Here is the result in all of its automated glory:

Did you know how good iOS OCR is? It's amazing, and works wonderfully.

Now, you might be asking yourself "Well yes, but what if I don't care about the full page?" and to this I say, "Exactly." The magic, for me, is the Show Text task.

Book is "Tomorrow, and Tomorrow, and Tomorrow" by Gabrielle Zavin. I took the photo from Amazon's sample page online, but you get the point.

If you click into the viewer (second image), it'll display the full page of text that it's now extracted using OCR, and you can jump in and highlight the exact sentence or paragraph that you want to grab (third image), and copy that to your clipboard. The automation will pause while you do this, and then pick it up with the Get Clipboard task once you close out of the text viewer once you tap Done

The rest is just semantics, so be sure to add your own personal flair. My triage "file" is a simple note labelled Inbox within a separate Books folder, and each annotation is another line in the list.
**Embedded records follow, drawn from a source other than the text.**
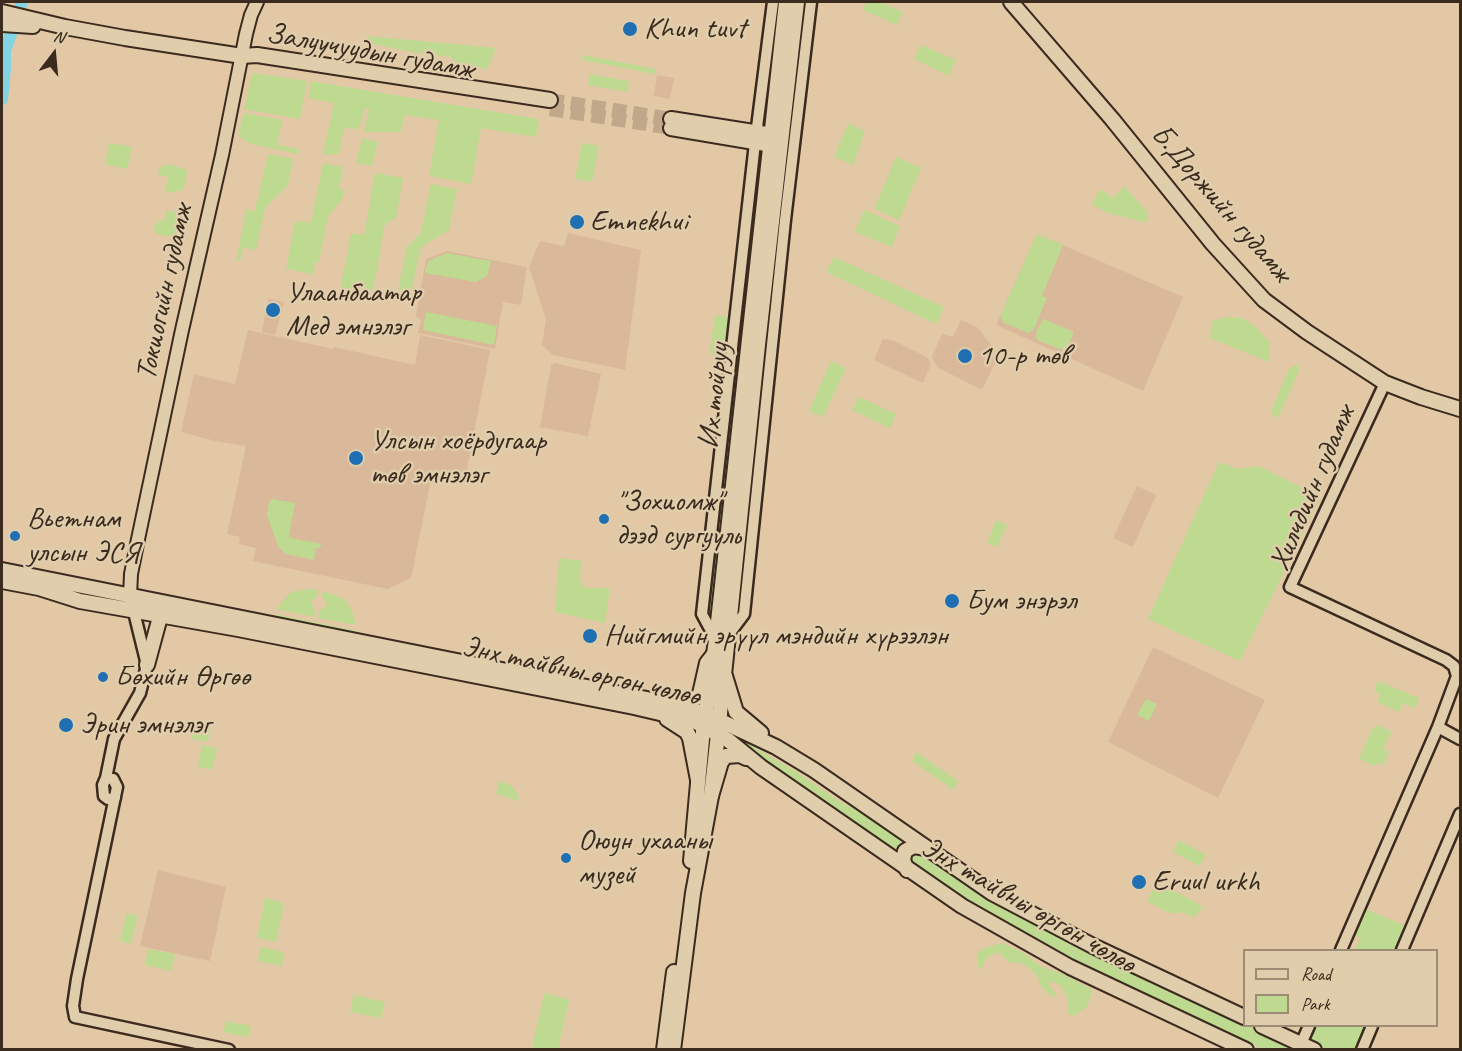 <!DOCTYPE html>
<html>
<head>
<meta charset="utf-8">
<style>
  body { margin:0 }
  #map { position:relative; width:1462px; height:1051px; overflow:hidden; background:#e3c8a6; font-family:Caveat,sans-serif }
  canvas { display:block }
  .frame { position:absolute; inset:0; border:3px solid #3b2a1e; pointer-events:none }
  .legend { position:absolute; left:1243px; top:949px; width:195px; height:78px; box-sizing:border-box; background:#dfcdab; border:2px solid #9d8c73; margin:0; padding:8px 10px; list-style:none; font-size:18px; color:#3b2a1e }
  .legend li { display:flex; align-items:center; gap:12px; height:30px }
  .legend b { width:30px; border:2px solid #9d8c73 }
  .north { position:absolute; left:24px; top:24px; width:60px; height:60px; -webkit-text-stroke:4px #dfcdab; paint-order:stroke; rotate:16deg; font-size:16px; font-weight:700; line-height:24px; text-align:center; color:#3b2a1e }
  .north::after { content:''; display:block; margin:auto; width:21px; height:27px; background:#3b2a1e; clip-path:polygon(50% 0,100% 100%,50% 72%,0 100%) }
</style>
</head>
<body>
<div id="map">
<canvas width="1462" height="1051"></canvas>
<div class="frame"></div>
<ul class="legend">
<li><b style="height:8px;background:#dfcdab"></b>Road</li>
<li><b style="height:16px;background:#beda91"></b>Park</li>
</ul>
<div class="north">N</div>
</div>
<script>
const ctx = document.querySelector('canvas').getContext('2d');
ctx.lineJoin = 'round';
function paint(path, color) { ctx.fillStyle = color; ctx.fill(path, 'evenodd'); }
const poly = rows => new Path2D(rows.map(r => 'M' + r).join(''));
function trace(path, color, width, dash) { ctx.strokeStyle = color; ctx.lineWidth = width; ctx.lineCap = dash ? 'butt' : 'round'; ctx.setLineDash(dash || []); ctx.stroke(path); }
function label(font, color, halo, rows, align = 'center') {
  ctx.font = font + ' Caveat,sans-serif'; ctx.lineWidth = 5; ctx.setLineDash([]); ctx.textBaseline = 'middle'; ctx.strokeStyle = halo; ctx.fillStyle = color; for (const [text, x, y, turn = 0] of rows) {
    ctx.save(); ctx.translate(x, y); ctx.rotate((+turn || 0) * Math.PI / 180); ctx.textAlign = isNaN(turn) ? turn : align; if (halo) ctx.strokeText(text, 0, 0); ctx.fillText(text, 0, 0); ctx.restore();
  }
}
const built = poly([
  [657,75,674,78,670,99,654,96],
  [568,233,641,250,625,370,553,355,542,345,546,319,529,267,540,241,564,246],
  [1037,234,1183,297,1143,391,996,325],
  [447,251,527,267,521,305,503,302,495,349,418,333,421,320,416,316,426,259],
  [268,298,284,302,275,335,262,332],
  [961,320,977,327,999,355,982,390,937,367,932,357,942,334,953,337],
  [248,330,333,349,334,347,415,365,420,335,490,350,466,475,433,470,411,578,388,589,253,561,256,548,239,544,240,537,227,534,246,446,215,441,181,432,194,374,235,384],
  [883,339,892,340,927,357,931,364,923,383,874,360],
  [555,363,601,374,588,436,540,427,551,365],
  [1137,486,1156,495,1133,547,1113,538],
  [1153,647,1265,700,1218,798,1108,742],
  [158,870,226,887,210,961,140,946]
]);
const green = poly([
  [867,2,880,2,903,12,897,25,863,10],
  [366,36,496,48,487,69,460,65,450,57,412,52,369,43],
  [921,45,956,60,949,76,914,59],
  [583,55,656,69,654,74,582,60],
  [254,73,307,81,300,119,244,109,251,77],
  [590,74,629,81,628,92,588,85],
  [311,81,539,119,536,137,481,128,471,184,429,176,439,120,405,115,401,132,364,132,369,109,365,108,359,129,344,128,339,154,323,155,334,103,308,98],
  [244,113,282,120,277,145,299,149,298,154,251,144,238,136],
  [848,123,865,132,853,165,834,157],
  [362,138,378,142,372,166,356,163],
  [109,143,132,147,127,169,105,164],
  [582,143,599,146,592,182,575,179],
  [268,154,293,159,288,185,265,208,256,250,243,247,240,261,236,261,246,210,255,211],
  [896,157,921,168,899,220,874,209],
  [323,163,343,167,339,189,344,189,342,200,328,216,319,262,315,262,313,274,286,269,295,221,311,223],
  [168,164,183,168,187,172,183,191,177,190,176,193,165,191,168,177,158,175,159,168],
  [375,173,403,178,396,218,385,224,373,290,356,287,355,294,340,291,351,233,364,235],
  [431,184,457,189,449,230,421,247,411,293,398,290,407,247,421,232],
  [1124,186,1148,213,1147,221,1144,222,1108,213,1092,205,1100,189,1113,198],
  [167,210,183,214,178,237,158,235,154,231,155,223,158,223,159,219,164,221],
  [864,210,900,226,892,247,855,232],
  [1037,234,1063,245,1042,296,1047,298,1034,329,1029,333,1004,323,1000,316],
  [748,247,755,247,713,623,708,603],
  [447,253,491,261,487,276,476,282,425,273,428,261],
  [834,257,944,307,936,324,826,272],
  [426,312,497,326,494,345,423,330],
  [715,315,728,317,722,358,713,356,710,350],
  [1226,317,1242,318,1256,327,1270,343,1269,362,1210,338,1212,321],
  [1043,319,1074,332,1066,351,1037,340,1036,333],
  [831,361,846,368,823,417,809,411],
  [1296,364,1300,368,1280,414,1273,419,1272,409,1289,369],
  [859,397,896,414,890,428,852,410],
  [763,404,741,613,734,625,753,434],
  [1219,462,1238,469,1258,466,1321,497,1240,661,1148,619],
  [272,499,295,503,289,535,291,538,321,544,320,548,316,548,314,560,286,554,278,546,267,515,269,502],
  [996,520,1007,525,997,547,987,543],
  [559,558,582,561,579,579,584,588,610,588,605,623,555,612],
  [307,589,318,590,318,596,313,599,311,603,315,610,314,617,276,609,290,593],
  [323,591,344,599,352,610,356,625,318,618,319,611,327,605,326,600,322,597],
  [275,614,357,631,354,635,276,618],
  [1378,681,1419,698,1415,708,1403,703,1399,712,1377,702,1380,694,1374,691],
  [1146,699,1157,704,1149,721,1137,715],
  [194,724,211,727,208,742,191,739],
  [1378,725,1392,732,1383,748,1389,752,1383,765,1377,763,1375,766,1359,759,1372,729],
  [731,734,795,771,839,801,865,815,899,838,901,842,900,846,896,849,892,849,862,827,846,820,750,753],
  [202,745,217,748,212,770,198,767],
  [916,752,958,781,953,790,912,761],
  [499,781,512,786,518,795,519,801,496,794],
  [1179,840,1206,855,1199,866,1173,852],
  [914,852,1017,915,1090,952,1244,1023,1244,1026,1249,1026,1302,1049,1263,1049,1043,947,973,907,908,862,906,855],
  [1156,883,1168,887,1203,907,1195,917,1180,912,1173,914,1165,911,1147,901],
  [265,898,284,903,276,942,257,938],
  [1368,910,1406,926,1407,928,1399,950,1355,950,1360,938,1354,934,1363,913],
  [127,913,138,916,131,944,120,941],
  [1002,943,1022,952,1042,967,1061,973,1091,989,1091,996,1086,1008,1073,1016,1067,1013,1068,1000,1060,985,1050,981,1050,987,1057,995,1055,997,1049,995,1041,986,1037,976,1028,967,1020,963,1010,963,999,953,994,953,986,959,981,970,978,967,977,953,985,948],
  [260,947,284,952,281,966,258,961],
  [148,949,175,954,171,971,145,965],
  [544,993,569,1000,558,1049,532,1049],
  [354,995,385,1002,381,1018,350,1012],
  [226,1021,251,1026,249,1037,223,1032],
  [1315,1026,1367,1026,1357,1049,1328,1049,1313,1043,1310,1037]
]);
const river = poly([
  [2,99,5,69,5,51,22,2]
]);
const primaryTunnel = poly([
  [550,100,671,119],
  [550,109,671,128]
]);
const tertiary = poly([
  [729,634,744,614,785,220,811,2],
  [716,640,702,614,755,143,773,2],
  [1438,727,1460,739],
  [106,778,113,779,117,787,77,979,73,1006,75,1017,229,1050],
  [115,798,108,799,104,796,103,785,106,778,114,739,140,693,147,665,134,612],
  [1341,950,1438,727,1457,676,1454,666,1446,660,1290,587,1385,383],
  [1402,950,1460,814],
  [1301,1044,1309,1026],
  [1362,1050,1372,1026]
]);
const secondary = poly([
  [132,604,130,596,131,574,137,544,182,330,222,155,246,34,251,15,257,2]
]);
const primary = poly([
  [1011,2,1112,119,1213,244,1264,300,1307,332,1385,383,1421,397,1460,409],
  [2,12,65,27,125,38,242,56,257,55,550,100],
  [2,24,33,26],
  [671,119,779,136],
  [671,128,778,146],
  [691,861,702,739,716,640,786,2],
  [664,1050,674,972],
  [673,1050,693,893,711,796,717,743,758,345,797,2]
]);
const trunk = poly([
  [2,570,662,702,706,714,776,747,814,770,992,893,1093,946,1244,1017],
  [2,581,39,588,80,601,238,629,634,707,694,721,728,740,761,767,962,906,1070,967,1246,1050],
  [147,665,160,617],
  [725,676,736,712,761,733],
  [676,704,695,699,700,694,707,663,714,654],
  [667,719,687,732,690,738,698,780],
  [711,796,721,762,726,756,740,755,746,758],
  [907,870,903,860,905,851,914,846,924,848],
  [1262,1026,1314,1050]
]);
const markers = [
  [630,29,8,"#1f6fb2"],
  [577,222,8,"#1f6fb2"],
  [273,310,8,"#1f6fb2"],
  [965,356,8,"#1f6fb2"],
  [356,458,8,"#1f6fb2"],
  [604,519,6,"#1f6fb2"],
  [15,536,6,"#1f6fb2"],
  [952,601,8,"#1f6fb2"],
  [590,636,8,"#1f6fb2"],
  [103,677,6,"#1f6fb2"],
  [66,725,8,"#1f6fb2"],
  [566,858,6,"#1f6fb2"],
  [1139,882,8,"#1f6fb2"]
];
const poiNames = [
  ["Khun tuvt",644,29],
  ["Emnekhui",590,222],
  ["Улаанбаатар",286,293],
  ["Мед эмнэлэг",286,327],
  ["10-р төв",978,356],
  ["Улсын хоёрдугаар",370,441],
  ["төв эмнэлэг",370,475],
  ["\"Зохиомж\"",616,502],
  ["дээд сургууль",616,536],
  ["Вьетнам",27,519],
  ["улсын ЭСЯ",27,553],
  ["Бум энэрэл",966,601],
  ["Нийгмийн эрүүл мэндийн хүрээлэн",604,636],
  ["Бөхийн Өргөө",115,677],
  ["Эрин эмнэлэг",80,725],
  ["Оюун ухааны",578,841],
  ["музей",578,875],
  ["Eruul urkh",1152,882]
];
const streetNames = [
  ["Залуучуудын гудамж",370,52,10],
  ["Б.Доржийн гудамж",1221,204,49],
  ["Токиогийн гудамж",165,292,-78],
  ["Их тойруу",715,396,-84],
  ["Хилчдийн гудамж",1313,488,-67],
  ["Энх тайвны өргөн чөлөө",581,672,12],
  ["Энх тайвны өргөн чөлөө",1028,906,30]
];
paint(built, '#d9b999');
paint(green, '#beda91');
trace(river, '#84d3e2', 12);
trace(primaryTunnel, '#c1a88b', 14, [14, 7]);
trace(tertiary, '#3b2a1e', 15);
trace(secondary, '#3b2a1e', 16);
trace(primary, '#3b2a1e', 18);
trace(trunk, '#3b2a1e', 18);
trace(tertiary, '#dfcdab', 10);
trace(secondary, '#dfcdab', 12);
trace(primary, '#dfcdab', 14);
trace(trunk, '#dfcdab', 14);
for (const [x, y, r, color] of markers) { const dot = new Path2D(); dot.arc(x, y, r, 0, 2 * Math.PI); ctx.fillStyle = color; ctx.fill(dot); trace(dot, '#dfcdab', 2); }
label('30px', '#3b2a1e', '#dfcdab', poiNames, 'left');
label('30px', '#3b2a1e', '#dfcdab', streetNames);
</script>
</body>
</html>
The automation appends each new annotation, every time we run it, to the file using that Obsidian Advanced URI plugin I mentioned here.

Note that I haven't actually done this process for a full book yet, but it's likely that I'll just migrate everything neatly under a separate Book Title note after I'm done with one.

I could probably expand on this. I'll probably add a separate input that asks for the page number so that I can append that to the annotation for a future contextual glance over, but I didn't want to get too fancy this weekend (and it's not that fancy anyway).